On the ASX, several tech companies enjoyed notable gains. WiseTech Global (ASX:WTC) rose 2%, NextDC (ASX:NXT) added 2.2%, and TechnologyOne (ASX:TNE) advanced 2%. Overall, the technology sector closed 2.4% higher, leading the day's market gains.

However, the mining sector faced headwinds as concerns grew over potential tariffs on China announced by Trump. These tariffs could impact Australia's iron ore exports, given their reliance on Chinese markets. As a result, iron ore prices in Singapore dropped 1% to $US103.75 per tonne. Key mining players faced declines: BHP Group (ASX:BHP) fell 1.9%, Fortescue Metals (ASX:FMG) lost 1.8%, and Rio Tinto (ASX:RIO) dipped 0.8%.

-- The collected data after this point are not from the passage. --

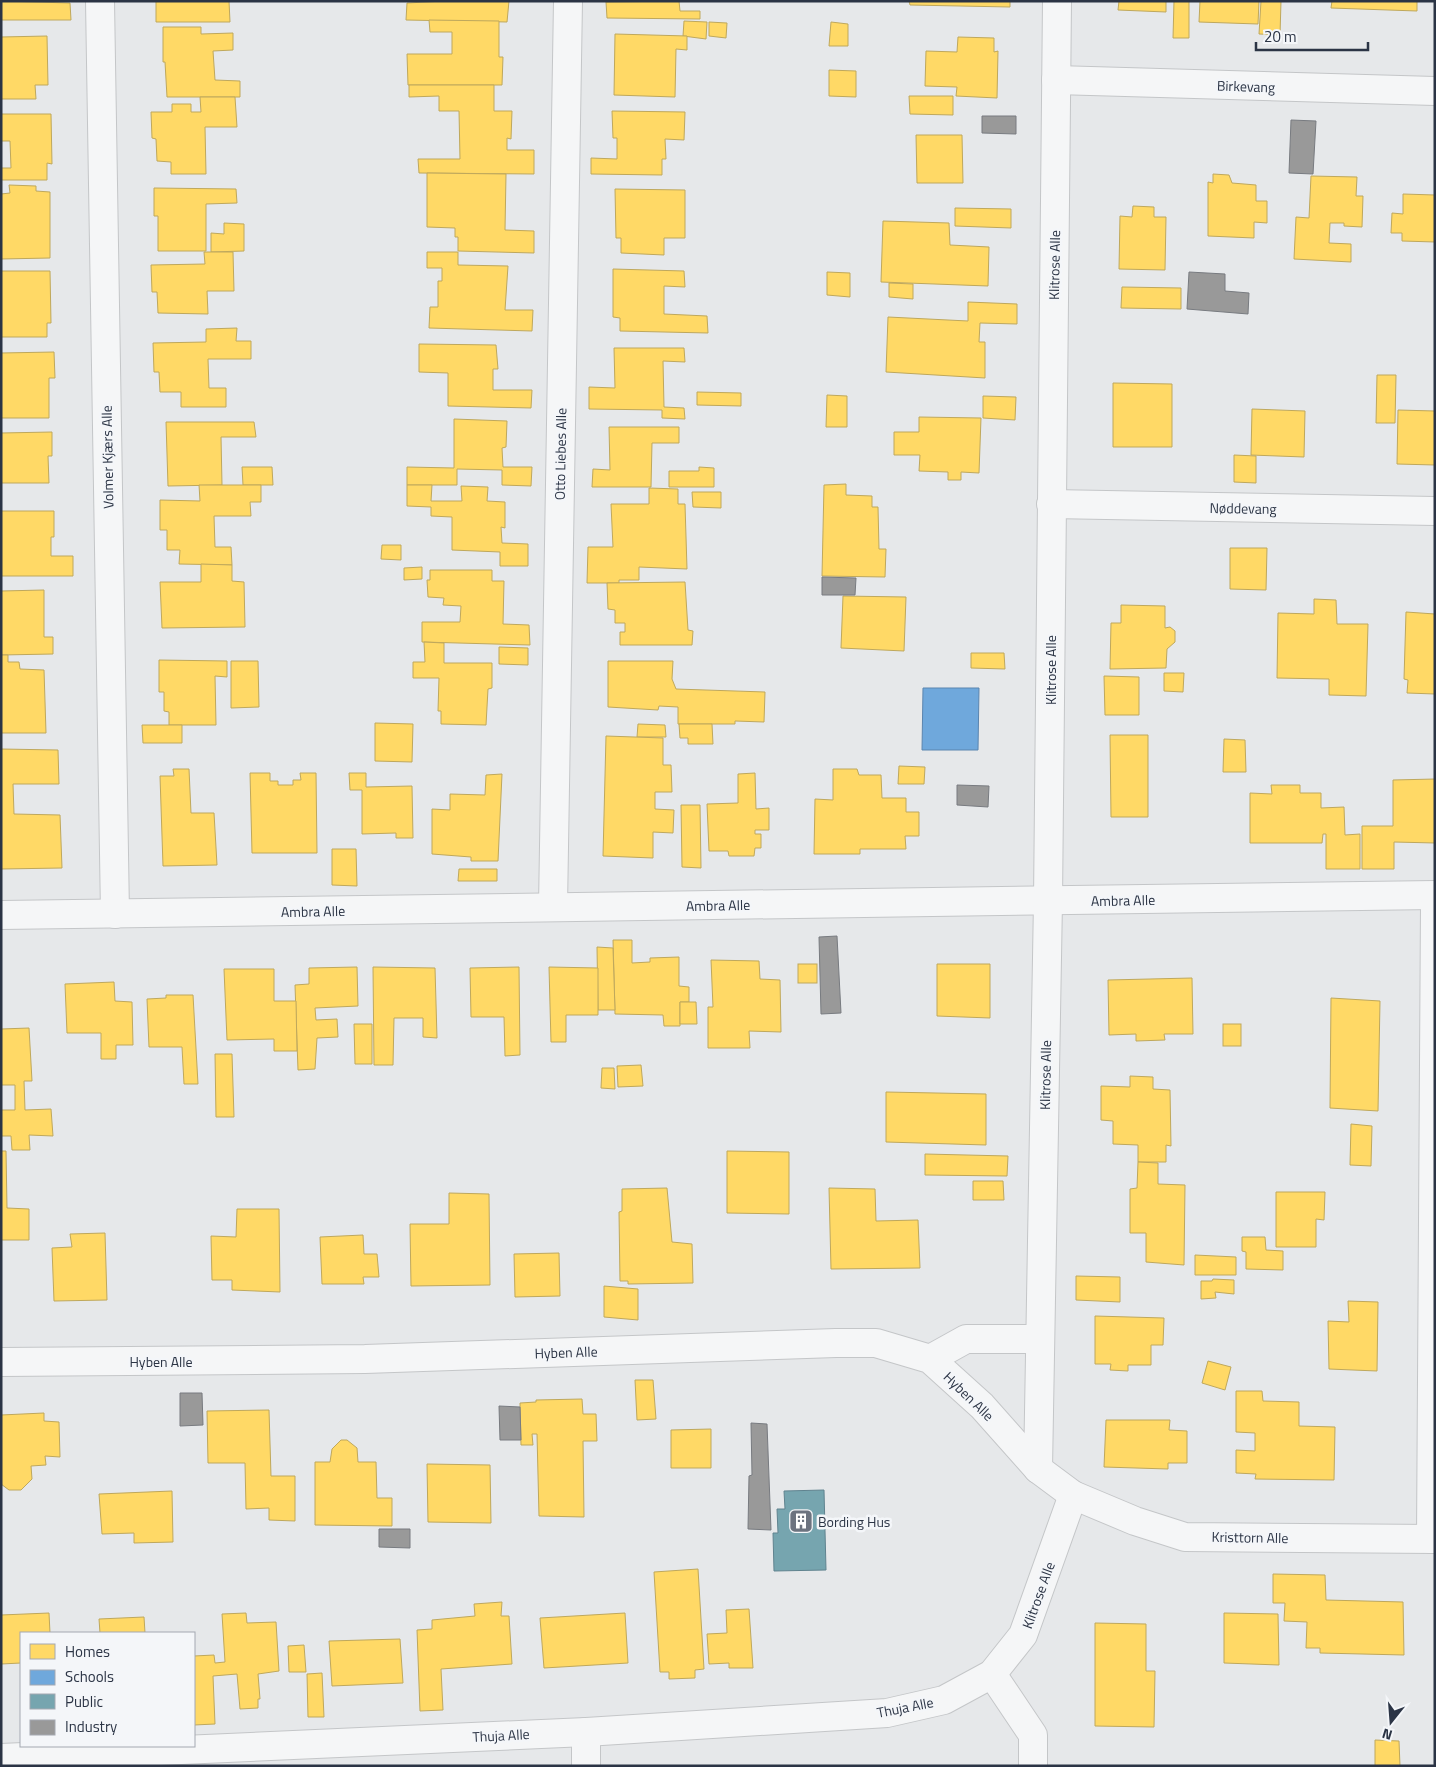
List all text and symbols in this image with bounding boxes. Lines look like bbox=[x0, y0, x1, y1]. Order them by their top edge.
scale bar bbox=[1256, 20, 1368, 52]
text: 20 m bbox=[1264, 25, 1297, 48]
street label: Birkevang bbox=[1216, 74, 1276, 98]
street label: Klitrose Alle bbox=[1043, 230, 1065, 300]
street label: Volmer Kjærs Alle bbox=[96, 405, 118, 509]
street label: Otto Liebes Alle bbox=[549, 408, 571, 500]
street label: Nøddevang bbox=[1209, 497, 1277, 519]
street label: Klitrose Alle bbox=[1040, 635, 1061, 705]
street label: Ambra Alle bbox=[1091, 889, 1155, 911]
street label: Ambra Alle bbox=[686, 894, 750, 916]
street label: Ambra Alle bbox=[281, 900, 345, 922]
street label: Klitrose Alle bbox=[1034, 1040, 1056, 1110]
street label: Hyben Alle bbox=[534, 1340, 598, 1364]
street label: Hyben Alle bbox=[129, 1351, 193, 1372]
street label: Hyben Alle bbox=[939, 1367, 999, 1425]
building icon: Bording Hus bbox=[788, 1508, 814, 1534]
place label: Bording Hus bbox=[818, 1511, 890, 1532]
street label: Kristtorn Alle bbox=[1211, 1526, 1289, 1548]
street label: Klitrose Alle bbox=[1016, 1559, 1060, 1631]
legend bbox=[20, 1632, 195, 1747]
text: Homes bbox=[65, 1640, 110, 1663]
text: Schools bbox=[65, 1665, 114, 1688]
text: Public bbox=[65, 1690, 103, 1713]
street label: Thuja Alle bbox=[875, 1691, 935, 1723]
north arrow bbox=[1366, 1697, 1416, 1747]
text: Industry bbox=[65, 1715, 117, 1738]
street label: Thuja Alle bbox=[472, 1723, 530, 1747]
text: N bbox=[1379, 1723, 1395, 1746]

Uranium miners stood out as top performers following signals that the U.S. could impose tariffs on Canadian uranium imports. Paladin Energy (ASX:PDN) surged 10.1%, while Boss Energy (ASX:BOE) soared 14.2%. This development highlighted a positive outlook for the sector amid global policy shifts.

Iluka Resources (ASX:ILU) experienced the steepest decline of the day, losing 7% due to concerns over mined metals tariffs. This drop came despite the company reporting a 23.7% increase in quarterly output.

In other notable movements, Woodside Energy (ASX:WDS) slid 1.9% following a quarterly production dip, while West African Resources (ASX:WAF) gained 1.5% on improved gold production figures. Meanwhile, Qantas (ASX:QAN) rose 3.7% after announcing changes to its loyalty program, and Generation Development Group (ASX:GDG) advanced 5.2%, driven by a 22% increase in net inflows.